Pregnancy and childbearing

• History of severe hypersensitivity (including myopathy) to other HMG-CoA reductase inhibitors.
• Subjects with indication of use of cyclosporine and other associations of other lipid lowering drugs.
• Subjects with underlying diseases that may influence lipid levels (i.e. uncontrolled hypothyroidism defined as a Thyroid stimulating hormone (TSH) > 1.5 times upper level of normality (ULN) at Visit 1, AIDS, transplanted subjects, etc).
• History of drug and alcohol abuse.
• Current active liver disease or hepatic failure or elevations in ALT >3 times the ULN.

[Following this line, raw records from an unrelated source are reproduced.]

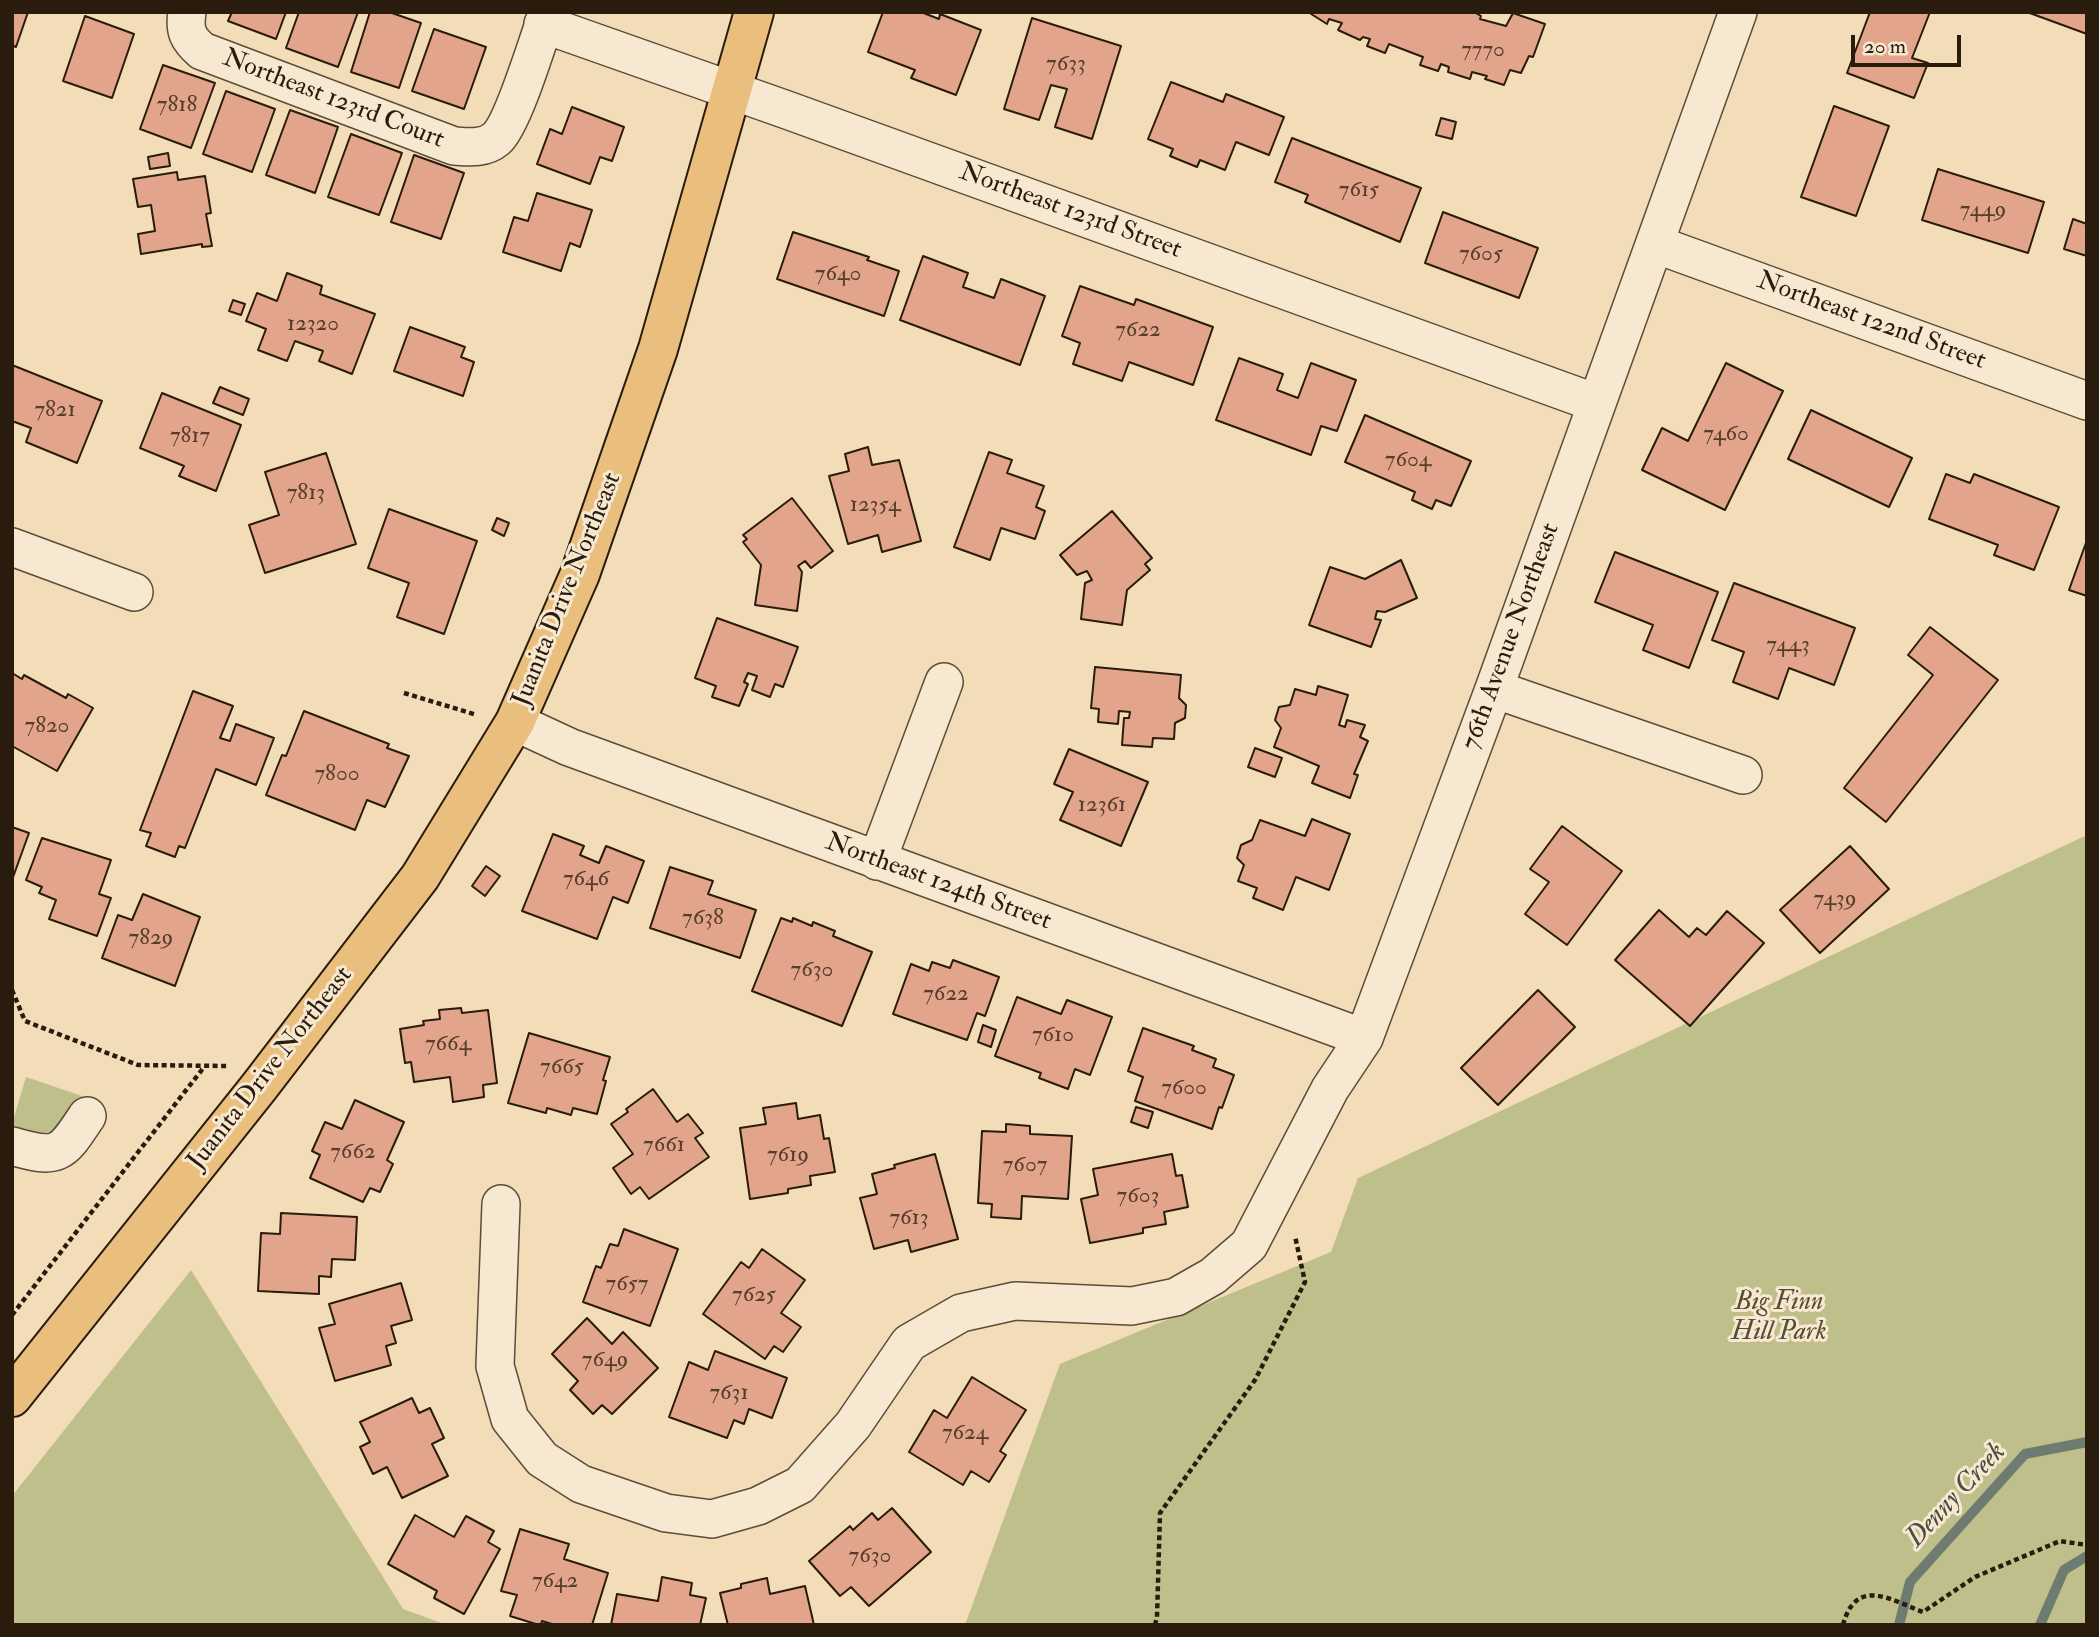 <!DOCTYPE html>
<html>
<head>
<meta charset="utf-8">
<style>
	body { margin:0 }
	#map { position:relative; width:2099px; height:1637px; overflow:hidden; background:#f3dcb8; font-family:"IM FELL Double Pica",serif }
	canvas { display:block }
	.frame { position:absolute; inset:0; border:14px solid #291c0d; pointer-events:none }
	.scale { position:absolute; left:1851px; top:35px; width:110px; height:32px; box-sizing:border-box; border:4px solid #291c0d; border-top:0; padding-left:9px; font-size:21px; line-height:24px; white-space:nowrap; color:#291c0d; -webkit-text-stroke:5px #f7e8d1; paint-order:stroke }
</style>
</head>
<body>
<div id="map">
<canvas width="2099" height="1637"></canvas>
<div class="frame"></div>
<div class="scale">20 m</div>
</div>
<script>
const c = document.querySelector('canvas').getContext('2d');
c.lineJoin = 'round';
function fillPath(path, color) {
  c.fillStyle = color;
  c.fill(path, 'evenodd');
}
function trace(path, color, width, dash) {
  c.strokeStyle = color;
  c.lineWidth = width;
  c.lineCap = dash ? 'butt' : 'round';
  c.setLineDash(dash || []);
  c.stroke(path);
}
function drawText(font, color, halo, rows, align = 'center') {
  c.font = font + ' "IM FELL Double Pica",serif';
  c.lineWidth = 6;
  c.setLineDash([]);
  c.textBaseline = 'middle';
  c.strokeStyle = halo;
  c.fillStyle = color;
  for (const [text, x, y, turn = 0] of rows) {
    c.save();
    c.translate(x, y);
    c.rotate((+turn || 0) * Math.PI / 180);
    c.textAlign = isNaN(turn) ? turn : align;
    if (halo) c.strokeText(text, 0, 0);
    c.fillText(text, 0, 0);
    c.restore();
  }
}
fillPath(new Path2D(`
	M2087,835V1625H965L1060,1364L1331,1252L1358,1178Z
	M26,1077L82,1096L56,1138L12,1134V1124Z
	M191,1270L403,1609L447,1625H12V1496Z`), '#bfbf8c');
trace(new Path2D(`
	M1899,1625L1910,1582L2025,1454L2087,1442
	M2040,1625L2064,1570L2087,1556`), '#6d7b70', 10);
const building = new Path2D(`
	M12,12H28L16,47L12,45Z
	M232,12H286L276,39L228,21Z
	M299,12H358L338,67L286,48Z
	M370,12H389L421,23L399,88L351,72Z
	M883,12H921L939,19L940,14L981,30L956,95L911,78L915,70L868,52Z
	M1308,12H1474L1481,16L1480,19L1506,26L1513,13L1545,24L1533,57L1529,56L1521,73L1510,70L1504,85L1485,79L1487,76L1472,72L1470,79L1448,72L1449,67L1441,64L1438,71L1420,65L1423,57L1389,44L1385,53L1367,46L1370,39L1363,37L1360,40L1338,30L1342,23L1329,19L1327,24Z
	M1870,12H1930L1912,58L1928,63L1914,98L1847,73Z
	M2027,12H2087V34Z
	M85,16L134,34L112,98L63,81Z
	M1032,18L1121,46L1092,139L1055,127L1067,89L1051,85L1039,120L1004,109Z
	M434,29L486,47L464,109L412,91Z
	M163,65L215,83L191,148L140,129Z
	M1171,82L1223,102L1226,94L1284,117L1269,155L1236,142L1225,170L1200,160L1197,167L1170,156L1173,149L1148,139Z
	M226,91L275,109L252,172L203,154Z
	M1834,106L1889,126L1856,216L1801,197Z
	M572,107L624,127L612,161L600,157L590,184L537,164L550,129L562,134Z
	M290,110L338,127L315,193L266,175Z
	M1441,118L1456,122L1452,139L1436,135Z
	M351,134L402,153L379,215L328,197Z
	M1292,138L1421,188L1400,242L1305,202L1308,195L1275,182Z
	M168,153L170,166L150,169L148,157Z
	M414,155L464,173L441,239L391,222Z
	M1938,169L2044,202L2028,253L1922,220Z
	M177,172L178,180L205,176L211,213L206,214L212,246L202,247V244L141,254L138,234L155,231L151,205L138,207L133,179Z
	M537,193L592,210L580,247L570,243L561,271L503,252L514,217L528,221Z
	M1443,212L1538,248L1519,298L1425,263Z
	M2073,219L2087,224V256L2064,249Z
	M793,232L869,257L867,260L899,271L884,316L777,279Z
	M923,256L968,273L963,287L994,298L1001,279L1045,296L1020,365L900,320Z
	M287,273L322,286L320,294L375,314L352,374L319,361L323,351L295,341L287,361L258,350L266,329L246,321L257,293L277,301Z
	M1080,286L1134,305L1136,299L1213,327L1193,385L1129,362L1122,381L1073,364L1080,343L1062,336Z
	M233,300L245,304L241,315L229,311Z
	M410,327L465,347L461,357L474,362L463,396L394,371Z
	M1239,358L1283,374L1277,390L1298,398L1311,363L1356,380L1337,431L1321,426L1311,455L1216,420Z
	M1726,363L1783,391L1725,510L1642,470L1662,428L1688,441Z
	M12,365L102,401L77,463L26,442L31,428L12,421Z
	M220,387L249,399L243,415L213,403Z
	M162,393L241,425L216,491L179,476L184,466L140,448Z
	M1811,410L1912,458L1889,507L1788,459Z
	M1365,415L1471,461L1451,506L1436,500L1432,509L1412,500L1415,492L1345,462Z
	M868,447L872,465L899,460L921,541L882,552L878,535L848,544L829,476L849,471L845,454Z
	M989,452L1012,460L1007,473L1044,486L1036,507L1045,511L1035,539L1001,528L990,560L954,547Z
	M326,453L356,544L265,573L249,525L279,515L265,472Z
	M1946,474L1970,483L1974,474L2059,507L2034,570L1994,555L1998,545L1929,519Z
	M792,498L833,551L811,568L805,561L798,566L802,572L797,611L755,605L761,565L743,542L747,539L743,535Z
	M389,509L477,541L444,634L397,617L409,583L368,568Z
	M1112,511L1152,558L1145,564L1150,570L1127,590L1122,625L1081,619L1085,583L1092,580L1087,571L1077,575L1060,555Z
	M497,518L509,523L504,536L492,530Z
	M2087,540V596L2069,590Z
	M1615,552L1718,592L1689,668L1643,650L1653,625L1595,602Z
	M1401,560L1417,598L1385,612L1377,611L1375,619L1381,620L1371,647L1309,625L1330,567L1365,579Z
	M1734,583L1855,628L1834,685L1789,668L1778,699L1733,682L1744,652L1712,640Z
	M717,618L798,647L783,687L775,684L770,697L752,690L757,676L748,673L744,682L748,684L739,706L712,697L716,686L695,678Z
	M1930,627L1998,680L1886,822L1844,788L1933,675L1908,655Z
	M1095,667L1181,675L1179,698L1186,705L1185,718L1175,723L1174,739L1153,738L1152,747L1122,745L1124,718H1129L1130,712L1119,711L1118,724L1098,722L1099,709L1091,708Z
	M12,673L22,679L24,675L66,698L68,694L93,708L57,771L12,746Z
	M1318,686L1348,695L1339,725L1345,727L1347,720L1365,725L1360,737L1368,741L1354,774L1358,775L1350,798L1312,783L1319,766L1274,747L1281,728L1275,720L1279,707L1290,705L1295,689L1316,695Z
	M193,691L233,706L220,738L230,741L236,724L274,738L256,785L216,769L185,848L179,846L175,857L146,846L151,833L140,830Z
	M304,711L389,744L387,748L409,756L385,807L367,800L355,830L266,795L282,755L286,756Z
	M1255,748L1282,758L1275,777L1248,767Z
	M1069,749L1148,782L1121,846L1060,820L1073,792L1054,784Z
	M1312,819L1350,834L1329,890L1296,877L1283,910L1253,898L1257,888L1238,881L1244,865L1237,858L1241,845L1252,840L1260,820L1305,836Z
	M1562,826L1622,871L1567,945L1525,914L1549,882L1530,869Z
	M12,827L29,833L12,880Z
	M553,834L584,846L580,855L599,863L606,846L644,861L628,903L613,897L597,939L522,911Z
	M42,838L111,860L99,894L111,898L97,936L49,919L56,900L39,893L42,887L26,880Z
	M1850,846L1889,889L1820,953L1780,910Z
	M486,866L500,876L485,896L472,886Z
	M670,867L713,881L708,894L756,910L740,958L650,928Z
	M143,894L200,917L175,986L102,958L118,915L132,920Z
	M1659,910L1689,937L1697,928L1706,935L1727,911L1764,943L1690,1026L1615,960Z
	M781,918L792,922L793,918L812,926L813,922L835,931L833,936L872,952L842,1026L752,991Z
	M953,960L999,977L985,1016L977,1013L967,1040L893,1014L911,964L929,971L932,962L950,968Z
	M1538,990L1575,1027L1498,1105L1461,1068Z
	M1017,997L1061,1014L1067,1000L1112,1017L1090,1075L1075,1069L1068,1089L1039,1078L1041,1073L995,1056Z
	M461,1008L462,1013L488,1010L497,1083L483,1085L484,1097L453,1102L450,1077L414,1082L411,1062L405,1063L400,1029L424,1025L423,1021L440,1019L439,1010Z
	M983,1025L996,1030L991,1047L978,1042Z
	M1143,1028L1194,1046L1192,1050L1216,1059L1213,1067L1234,1075L1222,1108L1219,1107L1212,1129L1135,1101L1143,1077L1128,1071Z
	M529,1033L610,1057L603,1080L606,1081L597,1114L573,1108L571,1115L547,1108L546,1113L508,1103Z
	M653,1089L677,1122L688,1114L703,1133L695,1138L709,1157L649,1199L640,1187L631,1194L613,1168L633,1154L611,1124L628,1112L626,1109Z
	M355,1100L404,1122L387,1160L393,1164L380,1192L370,1188L363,1202L310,1178L320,1155L312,1151L325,1122L342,1129Z
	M796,1103L798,1119L820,1115L824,1139L829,1138L835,1172L810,1176L811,1185L788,1189V1193L750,1199L740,1128L766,1124L763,1108Z
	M1136,1107L1153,1112L1148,1128L1131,1122Z
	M1006,1124L1030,1126V1134L1072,1136L1068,1199L1022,1196L1021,1219L991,1217L992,1204L978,1203L982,1131L1006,1132Z
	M935,1154L958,1239L911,1252L908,1240L874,1249L860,1198L877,1194L872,1174L895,1168L894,1165Z
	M1172,1154L1176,1176L1182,1175L1188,1207L1164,1212L1166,1224L1143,1228V1233L1090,1243L1081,1199L1098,1195L1093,1169Z
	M281,1213L357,1217L355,1260L332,1259L331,1277L319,1276V1294L258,1291L261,1233L280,1234Z
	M624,1229L678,1249L650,1326L583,1302L596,1266L601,1268L610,1244L618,1246Z
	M762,1249L805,1280L781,1313L801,1327L783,1352L774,1346L765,1359L703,1314L741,1262L749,1268Z
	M401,1283L412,1320L391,1326L396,1343L386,1346L391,1365L335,1381L319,1328L335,1324L329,1304Z
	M587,1318L612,1344L623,1332L658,1368L612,1414L602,1405L593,1414L570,1390L578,1381L552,1354Z
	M715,1351L787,1378L772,1418L749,1409L744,1424L734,1420L727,1438L669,1417L689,1362L708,1370Z
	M972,1377L1026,1410L1000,1451L1006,1455L989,1482L971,1471L963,1485L909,1452L934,1410L947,1418Z
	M412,1398L419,1413L430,1408L444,1438L432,1444L448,1476L402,1498L387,1467L373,1474L360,1447L370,1442L360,1422Z
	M892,1508L931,1552L869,1606L851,1587L840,1596L809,1561L850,1526L853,1530L872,1513L878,1520Z
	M415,1515L454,1537L466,1516L494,1531L488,1542L500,1549L464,1614L434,1598L437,1591L388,1564Z
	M520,1529L569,1544L564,1559L608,1573L592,1625H555L542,1621L541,1625H539L510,1616L517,1595L501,1591Z
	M662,1577L692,1583L690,1595L706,1598L700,1625H611L617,1594L658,1601Z
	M767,1578L770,1594L805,1586L814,1625H728L720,1593L741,1588V1584Z`);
fillPath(building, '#e2a58b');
trace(building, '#291c0d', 2);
const minor = new Path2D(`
	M187,12C184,31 188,39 202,51L454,146C469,147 484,149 496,139C513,125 539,37 548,12
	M543,24L787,110L1596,403
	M1655,244L2087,401
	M12,547L134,592
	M1494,689L1743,775
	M515,722L569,747L1364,1038
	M877,861L944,682
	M12,1146C59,1160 62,1154 87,1116
	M501,1204L495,1366L510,1419L542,1459L581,1484L666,1513L712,1519L758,1506L800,1485L853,1425L909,1343L961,1313L1015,1301L1132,1306L1176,1297L1213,1276L1249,1245L1330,1089L1364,1038L1494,689L1738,12`);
const major = new Path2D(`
	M12,1397L259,1087L420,877L515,722L580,574L658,349L754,12`);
trace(minor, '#5c4c38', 40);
trace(major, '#291c0d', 42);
trace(new Path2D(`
	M404,693L477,715
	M12,990L25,1021L138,1065L227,1066
	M12,1315L204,1067
	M1155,1625L1157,1617L1160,1513L1255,1380L1305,1282L1295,1236
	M1843,1625C1856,1576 1891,1600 1923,1612L1975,1577L2060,1541L2087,1545`), '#291c0d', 4.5, [5, 3.5]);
trace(minor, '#f7e8d1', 37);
trace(major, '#eabe7c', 38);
drawText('23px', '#573e2c', null, [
	["7770",1483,51],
	["7633",1066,65],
	["7818",177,106],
	["7615",1359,191],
	["7449",1983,211],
	["7605",1481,255],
	["7640",838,275],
	["12320",313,325],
	["7622",1138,331],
	["7821",55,411],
	["7460",1726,435],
	["7817",190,437],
	["7604",1408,461],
	["7813",306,494],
	["12354",875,506],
	["7443",1788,646],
	["7820",47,727],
	["7800",337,775],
	["12361",1102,806],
	["7646",586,880],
	["7439",1835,900],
	["7638",703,919],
	["7829",151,939],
	["7630",812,971],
	["7622",946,995],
	["7610",1053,1036],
	["7664",448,1045],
	["7665",562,1068],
	["7600",1184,1089],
	["7661",664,1146],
	["7662",353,1153],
	["7619",788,1156],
	["7607",1025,1166],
	["7603",1138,1197],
	["7613",909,1219],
	["7657",627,1285],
	["7625",754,1296],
	["7649",605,1361],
	["7631",729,1394],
	["7624",965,1434],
	["7630",870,1557],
	["7642",555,1582]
]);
drawText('26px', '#291c0d', '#f7e8d1', [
	["Northeast 123rd Court",333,100,21],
	["Northeast 123rd Street",1070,212,20],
	["Northeast 122nd Street",1871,322,20],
	["Juanita Drive Northeast",568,590,-68],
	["76th Avenue Northeast",1512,637,-70],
	["Northeast 124th Street",938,883,20],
	["Juanita Drive Northeast",271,1069,-52]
]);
drawText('italic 26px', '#564d33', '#f7e8d1', [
	["Big Finn",1779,1303],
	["Hill Park",1779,1333]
]);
drawText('italic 28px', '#4b4c3f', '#f7e8d1', [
	["Denny Creek",1957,1496,-47]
]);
</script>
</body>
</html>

• Elevation of CPK > 3 times the ULN.
• Elevation in the seric creatinine > 2,0 mg / dL.
• History of malignancy in the last 5 years, except basal cell or squamous cell carcinoma of the skin (women with a history of Cervical dysplasia must be included, unless they have t3 clear consecutive Papanicolaou (Pap) smears , before the entry in the study).
• Any other known clinical condition that, in the opinion of the investigator, may compromise the subject's safety.